Ramadan 2023

As we approach the end of Ramadan here are some reflections to mark this holy month.

Starting from the beginning, Piccadilly Circus in London was illuminated for the first time ever with a lights display.The installation, which features 30,000 lights forming 61 moons, was developed in partnership with the heart of London Business Alliance. The display was organised by a woman named Ayesha Desai who wanted to raise awareness of this special month and to show people just how important Ramadan is for muslim people. The exhibit was a wonderful showcase of diversity.

All during Ramadan, Taraweeh prayers—a unique prayer offered only during Ramadan—were observed. Muslims also sought Laylatul Qadr (Night of Power) during the last 10 days of Ramadan. On the 27th night of Ramadan, which is popularly regarded as Laylatul Qadr, the Night of Power, almost two million worshipers descended onto the Grand Mosque in Makkah and Madinah demonstrating the unity of muslims and how ramadan brings muslims from all around the globe together.

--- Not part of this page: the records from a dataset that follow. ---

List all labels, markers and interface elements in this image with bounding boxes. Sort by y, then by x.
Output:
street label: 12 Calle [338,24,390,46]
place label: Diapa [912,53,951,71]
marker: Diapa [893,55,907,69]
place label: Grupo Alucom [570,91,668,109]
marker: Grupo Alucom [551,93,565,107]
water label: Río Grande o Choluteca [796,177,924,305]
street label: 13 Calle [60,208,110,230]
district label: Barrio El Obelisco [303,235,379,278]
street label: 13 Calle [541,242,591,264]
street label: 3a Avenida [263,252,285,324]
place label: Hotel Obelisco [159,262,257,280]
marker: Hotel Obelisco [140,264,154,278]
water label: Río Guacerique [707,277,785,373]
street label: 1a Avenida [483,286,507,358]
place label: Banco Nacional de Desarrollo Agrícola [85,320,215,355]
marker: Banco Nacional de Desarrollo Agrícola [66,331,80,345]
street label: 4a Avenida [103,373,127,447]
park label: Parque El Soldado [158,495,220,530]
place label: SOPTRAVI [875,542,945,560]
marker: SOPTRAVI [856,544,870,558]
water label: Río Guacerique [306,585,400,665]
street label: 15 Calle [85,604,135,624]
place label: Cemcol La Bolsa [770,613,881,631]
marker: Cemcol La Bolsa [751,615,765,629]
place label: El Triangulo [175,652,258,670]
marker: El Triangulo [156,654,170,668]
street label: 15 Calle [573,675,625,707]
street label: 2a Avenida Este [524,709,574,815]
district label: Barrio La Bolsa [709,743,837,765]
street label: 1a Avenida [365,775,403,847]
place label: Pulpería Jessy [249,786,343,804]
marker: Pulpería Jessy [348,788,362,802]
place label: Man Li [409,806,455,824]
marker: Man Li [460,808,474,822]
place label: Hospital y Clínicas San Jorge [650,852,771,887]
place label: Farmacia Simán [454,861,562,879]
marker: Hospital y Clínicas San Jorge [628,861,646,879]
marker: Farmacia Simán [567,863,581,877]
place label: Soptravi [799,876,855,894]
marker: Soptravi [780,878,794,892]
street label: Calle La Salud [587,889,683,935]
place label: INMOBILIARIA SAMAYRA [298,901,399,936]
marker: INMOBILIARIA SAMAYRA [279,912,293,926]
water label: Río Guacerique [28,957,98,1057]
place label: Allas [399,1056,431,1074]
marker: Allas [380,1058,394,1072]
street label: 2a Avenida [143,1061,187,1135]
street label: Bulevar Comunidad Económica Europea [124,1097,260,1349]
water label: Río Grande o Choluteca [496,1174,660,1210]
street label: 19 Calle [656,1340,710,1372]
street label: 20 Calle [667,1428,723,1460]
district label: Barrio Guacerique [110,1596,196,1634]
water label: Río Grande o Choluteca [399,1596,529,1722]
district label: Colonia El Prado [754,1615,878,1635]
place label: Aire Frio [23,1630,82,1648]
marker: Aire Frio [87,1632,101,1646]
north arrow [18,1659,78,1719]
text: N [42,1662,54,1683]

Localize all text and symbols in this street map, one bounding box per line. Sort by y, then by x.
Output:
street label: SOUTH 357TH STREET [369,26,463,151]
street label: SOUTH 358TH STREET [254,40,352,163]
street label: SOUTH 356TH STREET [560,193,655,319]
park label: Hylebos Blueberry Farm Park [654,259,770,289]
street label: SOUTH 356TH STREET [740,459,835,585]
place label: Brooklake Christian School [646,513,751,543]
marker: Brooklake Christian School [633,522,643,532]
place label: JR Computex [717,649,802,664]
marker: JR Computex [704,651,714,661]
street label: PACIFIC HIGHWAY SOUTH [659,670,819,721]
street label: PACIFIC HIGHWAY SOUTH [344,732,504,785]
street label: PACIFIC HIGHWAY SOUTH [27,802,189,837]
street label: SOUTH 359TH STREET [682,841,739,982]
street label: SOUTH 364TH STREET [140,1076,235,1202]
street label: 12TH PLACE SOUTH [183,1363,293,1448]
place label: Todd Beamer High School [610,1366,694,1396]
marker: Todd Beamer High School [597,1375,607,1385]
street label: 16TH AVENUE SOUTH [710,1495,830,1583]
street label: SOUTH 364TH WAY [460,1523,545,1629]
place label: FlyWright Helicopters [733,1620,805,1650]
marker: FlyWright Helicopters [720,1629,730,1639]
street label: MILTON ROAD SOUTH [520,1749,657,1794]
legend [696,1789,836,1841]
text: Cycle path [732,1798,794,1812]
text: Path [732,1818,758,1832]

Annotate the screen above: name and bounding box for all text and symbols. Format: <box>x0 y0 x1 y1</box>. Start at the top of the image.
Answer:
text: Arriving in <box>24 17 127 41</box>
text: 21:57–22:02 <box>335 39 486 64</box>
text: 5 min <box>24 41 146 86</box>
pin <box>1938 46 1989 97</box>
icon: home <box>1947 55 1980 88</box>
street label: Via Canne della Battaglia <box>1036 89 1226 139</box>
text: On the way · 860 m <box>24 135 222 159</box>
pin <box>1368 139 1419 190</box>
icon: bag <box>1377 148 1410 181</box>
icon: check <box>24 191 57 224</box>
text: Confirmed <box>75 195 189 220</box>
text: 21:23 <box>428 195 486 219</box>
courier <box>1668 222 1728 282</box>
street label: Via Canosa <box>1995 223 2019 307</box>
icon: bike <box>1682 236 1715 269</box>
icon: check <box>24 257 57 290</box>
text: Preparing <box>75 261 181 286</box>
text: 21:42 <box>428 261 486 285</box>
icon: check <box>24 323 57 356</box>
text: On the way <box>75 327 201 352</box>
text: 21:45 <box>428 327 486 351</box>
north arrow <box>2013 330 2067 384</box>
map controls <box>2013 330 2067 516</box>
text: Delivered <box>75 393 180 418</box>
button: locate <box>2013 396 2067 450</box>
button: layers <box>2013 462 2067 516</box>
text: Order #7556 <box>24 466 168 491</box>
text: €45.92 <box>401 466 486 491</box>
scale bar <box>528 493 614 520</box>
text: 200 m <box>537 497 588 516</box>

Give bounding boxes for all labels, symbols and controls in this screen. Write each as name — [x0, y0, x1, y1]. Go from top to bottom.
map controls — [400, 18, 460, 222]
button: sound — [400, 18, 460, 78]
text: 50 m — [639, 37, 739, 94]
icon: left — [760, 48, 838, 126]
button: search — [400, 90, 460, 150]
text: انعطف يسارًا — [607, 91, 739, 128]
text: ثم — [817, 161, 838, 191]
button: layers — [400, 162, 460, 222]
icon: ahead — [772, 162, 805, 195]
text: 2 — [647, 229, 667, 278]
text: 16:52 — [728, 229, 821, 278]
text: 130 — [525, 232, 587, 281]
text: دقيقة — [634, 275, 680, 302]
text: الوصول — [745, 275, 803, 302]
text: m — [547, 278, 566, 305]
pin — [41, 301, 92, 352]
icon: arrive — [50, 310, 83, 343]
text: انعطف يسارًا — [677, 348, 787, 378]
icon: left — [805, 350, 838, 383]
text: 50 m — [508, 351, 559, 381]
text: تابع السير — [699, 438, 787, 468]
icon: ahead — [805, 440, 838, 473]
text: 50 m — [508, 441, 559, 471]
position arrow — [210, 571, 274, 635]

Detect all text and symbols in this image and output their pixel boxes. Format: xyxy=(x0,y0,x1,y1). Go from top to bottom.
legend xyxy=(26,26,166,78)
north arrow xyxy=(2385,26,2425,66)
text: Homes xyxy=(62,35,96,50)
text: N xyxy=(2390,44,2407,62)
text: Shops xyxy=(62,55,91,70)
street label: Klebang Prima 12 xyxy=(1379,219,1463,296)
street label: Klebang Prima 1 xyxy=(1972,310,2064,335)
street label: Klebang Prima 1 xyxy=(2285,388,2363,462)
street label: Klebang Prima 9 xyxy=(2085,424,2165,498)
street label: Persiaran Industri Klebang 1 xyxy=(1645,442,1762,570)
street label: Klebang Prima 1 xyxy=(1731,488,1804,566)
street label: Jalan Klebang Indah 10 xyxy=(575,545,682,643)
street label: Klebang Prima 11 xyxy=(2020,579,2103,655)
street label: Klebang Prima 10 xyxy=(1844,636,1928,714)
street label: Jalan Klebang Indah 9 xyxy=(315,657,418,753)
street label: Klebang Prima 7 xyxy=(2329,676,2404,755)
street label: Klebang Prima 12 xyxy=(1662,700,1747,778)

The month of Ramadan is a time to give, reflect, and develop faith.  For many people, this is helping in the community, making donations to charities, and spending time with close friends and family. People also aim to develop better habits that they can try to maintain throughout the rest of the year. Here are two reflections from those who observed fasting during this month.

“Once again Ramadan has flown by. It is one of my favourite times of the year because of the ambiance and spirit that it brings, the feeling of It is truly unmatched.During this holy month, I am able to devote myself to my faith. I also love to study more about the prophet (PBUH) at this time, and I always work to further develop positive habits that I want to carry on even after Ramadan is done. I’ve been really enjoying Omar Suleiman’s Jannah series this year; he is very well spoken and his demeanor really encapsulates what it is to be a devout Muslim.”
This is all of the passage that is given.